**Stored data:**
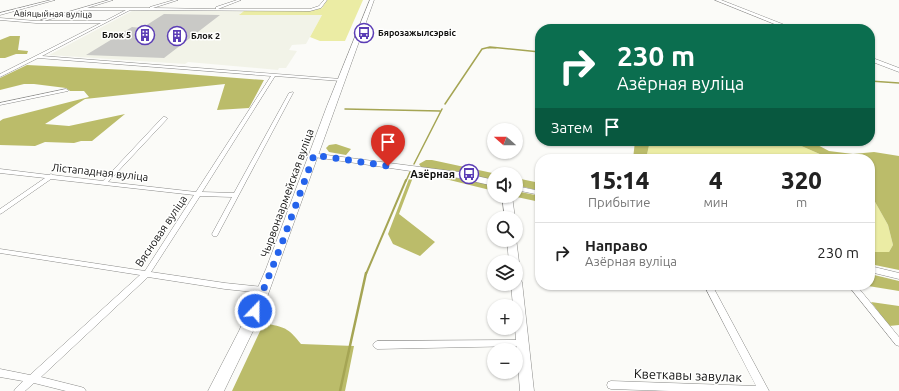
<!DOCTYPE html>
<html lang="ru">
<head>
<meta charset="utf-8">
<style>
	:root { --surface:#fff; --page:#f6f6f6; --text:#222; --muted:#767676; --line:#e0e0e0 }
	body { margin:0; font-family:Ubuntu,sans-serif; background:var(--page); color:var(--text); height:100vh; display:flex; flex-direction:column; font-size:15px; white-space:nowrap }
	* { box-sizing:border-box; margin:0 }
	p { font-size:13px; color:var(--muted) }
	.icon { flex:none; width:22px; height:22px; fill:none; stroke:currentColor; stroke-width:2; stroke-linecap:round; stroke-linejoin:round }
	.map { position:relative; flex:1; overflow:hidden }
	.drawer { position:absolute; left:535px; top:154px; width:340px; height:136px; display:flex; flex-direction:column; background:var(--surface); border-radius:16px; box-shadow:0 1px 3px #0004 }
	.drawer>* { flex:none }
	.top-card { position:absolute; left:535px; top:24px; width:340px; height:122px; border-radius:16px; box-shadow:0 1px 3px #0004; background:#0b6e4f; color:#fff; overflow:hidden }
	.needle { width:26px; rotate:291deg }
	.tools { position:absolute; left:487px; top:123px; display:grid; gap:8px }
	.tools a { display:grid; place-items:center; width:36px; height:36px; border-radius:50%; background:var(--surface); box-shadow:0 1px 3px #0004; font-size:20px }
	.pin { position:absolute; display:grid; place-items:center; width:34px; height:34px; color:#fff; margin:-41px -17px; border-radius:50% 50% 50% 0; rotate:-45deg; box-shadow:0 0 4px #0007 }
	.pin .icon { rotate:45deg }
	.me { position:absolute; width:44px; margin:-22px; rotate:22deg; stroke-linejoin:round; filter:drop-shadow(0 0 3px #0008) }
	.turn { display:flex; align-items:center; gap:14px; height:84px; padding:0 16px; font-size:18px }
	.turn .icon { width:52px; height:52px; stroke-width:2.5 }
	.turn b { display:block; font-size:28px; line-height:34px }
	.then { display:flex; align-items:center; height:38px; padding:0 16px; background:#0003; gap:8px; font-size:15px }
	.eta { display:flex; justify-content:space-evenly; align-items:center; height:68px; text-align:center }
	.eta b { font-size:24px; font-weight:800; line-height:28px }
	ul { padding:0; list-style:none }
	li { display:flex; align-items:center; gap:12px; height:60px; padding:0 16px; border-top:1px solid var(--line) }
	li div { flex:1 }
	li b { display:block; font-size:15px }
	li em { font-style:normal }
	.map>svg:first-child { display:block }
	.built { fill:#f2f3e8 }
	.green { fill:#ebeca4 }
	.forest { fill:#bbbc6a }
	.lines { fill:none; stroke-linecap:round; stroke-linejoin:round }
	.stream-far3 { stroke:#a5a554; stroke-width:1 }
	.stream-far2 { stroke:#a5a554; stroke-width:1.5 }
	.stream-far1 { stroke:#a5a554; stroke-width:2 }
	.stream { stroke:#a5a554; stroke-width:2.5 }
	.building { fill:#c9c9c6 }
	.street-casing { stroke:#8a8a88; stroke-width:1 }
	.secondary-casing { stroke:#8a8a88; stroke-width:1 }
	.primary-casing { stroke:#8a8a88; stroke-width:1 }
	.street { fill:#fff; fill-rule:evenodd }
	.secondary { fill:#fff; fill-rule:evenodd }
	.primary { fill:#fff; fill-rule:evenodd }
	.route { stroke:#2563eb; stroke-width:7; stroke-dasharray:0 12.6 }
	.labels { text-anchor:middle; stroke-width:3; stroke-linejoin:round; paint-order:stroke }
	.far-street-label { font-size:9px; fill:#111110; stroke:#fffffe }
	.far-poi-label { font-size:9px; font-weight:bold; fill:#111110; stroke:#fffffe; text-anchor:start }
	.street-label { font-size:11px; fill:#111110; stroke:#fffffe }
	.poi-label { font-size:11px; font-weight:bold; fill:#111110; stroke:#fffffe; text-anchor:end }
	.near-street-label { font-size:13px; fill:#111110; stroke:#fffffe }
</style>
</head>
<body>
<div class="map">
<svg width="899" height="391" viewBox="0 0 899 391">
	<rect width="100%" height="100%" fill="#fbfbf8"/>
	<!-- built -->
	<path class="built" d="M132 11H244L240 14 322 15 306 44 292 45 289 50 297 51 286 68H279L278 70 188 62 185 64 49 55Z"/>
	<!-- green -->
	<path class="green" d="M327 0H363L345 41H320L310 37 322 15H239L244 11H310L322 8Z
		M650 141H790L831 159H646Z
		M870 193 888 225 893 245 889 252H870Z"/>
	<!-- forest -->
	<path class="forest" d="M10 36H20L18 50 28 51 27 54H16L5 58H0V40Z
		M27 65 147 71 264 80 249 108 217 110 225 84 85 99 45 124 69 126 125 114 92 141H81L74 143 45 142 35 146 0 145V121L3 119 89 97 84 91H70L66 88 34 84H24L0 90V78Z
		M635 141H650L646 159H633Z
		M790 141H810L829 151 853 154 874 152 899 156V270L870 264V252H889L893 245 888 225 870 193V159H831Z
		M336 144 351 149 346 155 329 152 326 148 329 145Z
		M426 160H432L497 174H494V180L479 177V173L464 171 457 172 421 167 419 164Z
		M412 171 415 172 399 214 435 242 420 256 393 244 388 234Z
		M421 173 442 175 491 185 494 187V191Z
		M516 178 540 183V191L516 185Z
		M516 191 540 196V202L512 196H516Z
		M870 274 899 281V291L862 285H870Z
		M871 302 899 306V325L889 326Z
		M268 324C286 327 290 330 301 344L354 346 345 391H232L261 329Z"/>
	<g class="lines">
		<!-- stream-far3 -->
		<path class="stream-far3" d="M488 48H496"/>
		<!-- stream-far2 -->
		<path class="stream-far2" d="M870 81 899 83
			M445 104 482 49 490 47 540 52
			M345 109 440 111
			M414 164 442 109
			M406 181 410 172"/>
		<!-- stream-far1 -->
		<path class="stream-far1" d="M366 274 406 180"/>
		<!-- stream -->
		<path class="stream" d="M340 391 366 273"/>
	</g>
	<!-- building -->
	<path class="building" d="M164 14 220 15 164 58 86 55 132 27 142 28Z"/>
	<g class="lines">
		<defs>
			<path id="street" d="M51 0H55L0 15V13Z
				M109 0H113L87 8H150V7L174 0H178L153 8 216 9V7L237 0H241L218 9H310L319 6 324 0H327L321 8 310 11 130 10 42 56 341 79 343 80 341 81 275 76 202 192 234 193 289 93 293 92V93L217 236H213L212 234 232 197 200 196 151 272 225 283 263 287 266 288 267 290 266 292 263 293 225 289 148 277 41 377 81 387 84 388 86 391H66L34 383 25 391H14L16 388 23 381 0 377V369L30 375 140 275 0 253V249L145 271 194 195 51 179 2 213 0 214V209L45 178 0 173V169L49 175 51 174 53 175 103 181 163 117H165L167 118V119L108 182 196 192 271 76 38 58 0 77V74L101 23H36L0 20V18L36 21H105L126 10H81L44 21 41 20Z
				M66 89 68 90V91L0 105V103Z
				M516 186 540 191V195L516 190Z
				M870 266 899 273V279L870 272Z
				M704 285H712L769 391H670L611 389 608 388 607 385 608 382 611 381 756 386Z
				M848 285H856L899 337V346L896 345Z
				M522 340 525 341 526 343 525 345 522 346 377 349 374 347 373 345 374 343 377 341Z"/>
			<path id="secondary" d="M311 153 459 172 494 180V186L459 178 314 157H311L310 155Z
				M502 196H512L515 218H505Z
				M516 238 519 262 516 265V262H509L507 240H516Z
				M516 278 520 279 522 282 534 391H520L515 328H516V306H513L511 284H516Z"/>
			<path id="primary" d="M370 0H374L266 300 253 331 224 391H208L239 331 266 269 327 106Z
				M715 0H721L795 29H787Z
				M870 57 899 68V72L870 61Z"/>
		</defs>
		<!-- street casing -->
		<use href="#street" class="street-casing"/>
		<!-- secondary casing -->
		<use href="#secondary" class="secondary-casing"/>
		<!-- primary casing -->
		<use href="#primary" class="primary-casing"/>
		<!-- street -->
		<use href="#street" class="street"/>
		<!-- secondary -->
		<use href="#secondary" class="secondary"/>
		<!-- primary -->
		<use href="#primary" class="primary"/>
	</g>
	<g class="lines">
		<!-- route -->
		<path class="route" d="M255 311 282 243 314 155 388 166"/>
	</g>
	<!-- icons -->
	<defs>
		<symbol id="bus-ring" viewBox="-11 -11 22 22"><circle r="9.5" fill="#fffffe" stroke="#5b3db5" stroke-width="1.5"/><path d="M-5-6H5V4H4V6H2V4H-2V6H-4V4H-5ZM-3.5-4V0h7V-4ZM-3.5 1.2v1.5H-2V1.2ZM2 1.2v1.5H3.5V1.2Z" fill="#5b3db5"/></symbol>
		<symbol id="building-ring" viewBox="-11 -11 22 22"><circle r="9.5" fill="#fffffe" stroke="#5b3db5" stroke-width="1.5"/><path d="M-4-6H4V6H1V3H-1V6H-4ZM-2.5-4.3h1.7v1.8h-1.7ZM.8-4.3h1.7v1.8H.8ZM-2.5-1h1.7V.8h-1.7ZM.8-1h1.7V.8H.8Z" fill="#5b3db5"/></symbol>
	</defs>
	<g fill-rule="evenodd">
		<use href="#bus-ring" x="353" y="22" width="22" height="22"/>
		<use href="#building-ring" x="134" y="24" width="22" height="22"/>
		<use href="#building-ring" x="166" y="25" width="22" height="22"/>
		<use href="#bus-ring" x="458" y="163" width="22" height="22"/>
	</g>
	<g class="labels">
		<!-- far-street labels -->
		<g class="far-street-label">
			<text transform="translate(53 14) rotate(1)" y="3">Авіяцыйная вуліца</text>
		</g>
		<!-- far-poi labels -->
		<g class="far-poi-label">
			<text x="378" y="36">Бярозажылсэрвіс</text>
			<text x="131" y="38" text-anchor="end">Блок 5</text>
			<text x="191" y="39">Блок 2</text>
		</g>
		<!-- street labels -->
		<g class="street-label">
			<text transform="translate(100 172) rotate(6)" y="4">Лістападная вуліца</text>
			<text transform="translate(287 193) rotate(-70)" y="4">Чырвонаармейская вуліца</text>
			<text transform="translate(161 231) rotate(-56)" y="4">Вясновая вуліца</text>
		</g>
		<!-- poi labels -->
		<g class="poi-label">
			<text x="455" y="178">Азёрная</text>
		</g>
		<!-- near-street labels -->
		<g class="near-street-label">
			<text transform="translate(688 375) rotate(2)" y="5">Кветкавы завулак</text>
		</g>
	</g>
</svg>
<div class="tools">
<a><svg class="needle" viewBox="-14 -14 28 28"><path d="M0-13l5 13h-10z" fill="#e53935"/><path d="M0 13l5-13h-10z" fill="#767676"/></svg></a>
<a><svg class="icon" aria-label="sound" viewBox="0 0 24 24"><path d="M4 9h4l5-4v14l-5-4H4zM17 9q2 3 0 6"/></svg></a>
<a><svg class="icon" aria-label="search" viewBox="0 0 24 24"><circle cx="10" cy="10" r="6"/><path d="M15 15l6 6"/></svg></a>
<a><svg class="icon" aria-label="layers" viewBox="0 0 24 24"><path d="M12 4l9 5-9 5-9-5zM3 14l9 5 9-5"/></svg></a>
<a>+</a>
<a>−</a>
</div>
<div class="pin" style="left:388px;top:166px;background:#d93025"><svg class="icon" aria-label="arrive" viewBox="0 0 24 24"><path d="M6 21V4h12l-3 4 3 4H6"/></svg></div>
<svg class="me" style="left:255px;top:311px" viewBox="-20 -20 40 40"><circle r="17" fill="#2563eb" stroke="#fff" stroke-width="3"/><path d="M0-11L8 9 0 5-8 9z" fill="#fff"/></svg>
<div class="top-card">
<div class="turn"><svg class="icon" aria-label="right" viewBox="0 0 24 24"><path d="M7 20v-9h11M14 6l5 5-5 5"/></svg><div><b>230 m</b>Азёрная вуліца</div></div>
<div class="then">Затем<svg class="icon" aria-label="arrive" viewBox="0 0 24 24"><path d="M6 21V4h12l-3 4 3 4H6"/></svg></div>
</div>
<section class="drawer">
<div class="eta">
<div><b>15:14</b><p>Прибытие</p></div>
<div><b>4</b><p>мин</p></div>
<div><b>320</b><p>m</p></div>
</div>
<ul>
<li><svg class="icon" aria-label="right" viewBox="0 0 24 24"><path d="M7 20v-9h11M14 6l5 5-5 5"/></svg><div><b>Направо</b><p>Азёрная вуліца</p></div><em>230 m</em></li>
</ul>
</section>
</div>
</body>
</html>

**Task details:** Going back to the entries above, set down exactly the lines that begin at the one with "M426 160H432L497 174H494V180L479" and end at the one with "M704 285H712L769 391H670L611", both included, and nothing else.

**Task answer:**
		M426 160H432L497 174H494V180L479 177V173L464 171 457 172 421 167 419 164Z
		M412 171 415 172 399 214 435 242 420 256 393 244 388 234Z
		M421 173 442 175 491 185 494 187V191Z
		M516 178 540 183V191L516 185Z
		M516 191 540 196V202L512 196H516Z
		M870 274 899 281V291L862 285H870Z
		M871 302 899 306V325L889 326Z
		M268 324C286 327 290 330 301 344L354 346 345 391H232L261 329Z"/>
	<g class="lines">
		<!-- stream-far3 -->
		<path class="stream-far3" d="M488 48H496"/>
		<!-- stream-far2 -->
		<path class="stream-far2" d="M870 81 899 83
			M445 104 482 49 490 47 540 52
			M345 109 440 111
			M414 164 442 109
			M406 181 410 172"/>
		<!-- stream-far1 -->
		<path class="stream-far1" d="M366 274 406 180"/>
		<!-- stream -->
		<path class="stream" d="M340 391 366 273"/>
	</g>
	<!-- building -->
	<path class="building" d="M164 14 220 15 164 58 86 55 132 27 142 28Z"/>
	<g class="lines">
		<defs>
			<path id="street" d="M51 0H55L0 15V13Z
				M109 0H113L87 8H150V7L174 0H178L153 8 216 9V7L237 0H241L218 9H310L319 6 324 0H327L321 8 310 11 130 10 42 56 341 79 343 80 341 81 275 76 202 192 234 193 289 93 293 92V93L217 236H213L212 234 232 197 200 196 151 272 225 283 263 287 266 288 267 290 266 292 263 293 225 289 148 277 41 377 81 387 84 388 86 391H66L34 383 25 391H14L16 388 23 381 0 377V369L30 375 140 275 0 253V249L145 271 194 195 51 179 2 213 0 214V209L45 178 0 173V169L49 175 51 174 53 175 103 181 163 117H165L167 118V119L108 182 196 192 271 76 38 58 0 77V74L101 23H36L0 20V18L36 21H105L126 10H81L44 21 41 20Z
				M66 89 68 90V91L0 105V103Z
				M516 186 540 191V195L516 190Z
				M870 266 899 273V279L870 272Z
				M704 285H712L769 391H670L611 389 608 388 607 385 608 382 611 381 756 386Z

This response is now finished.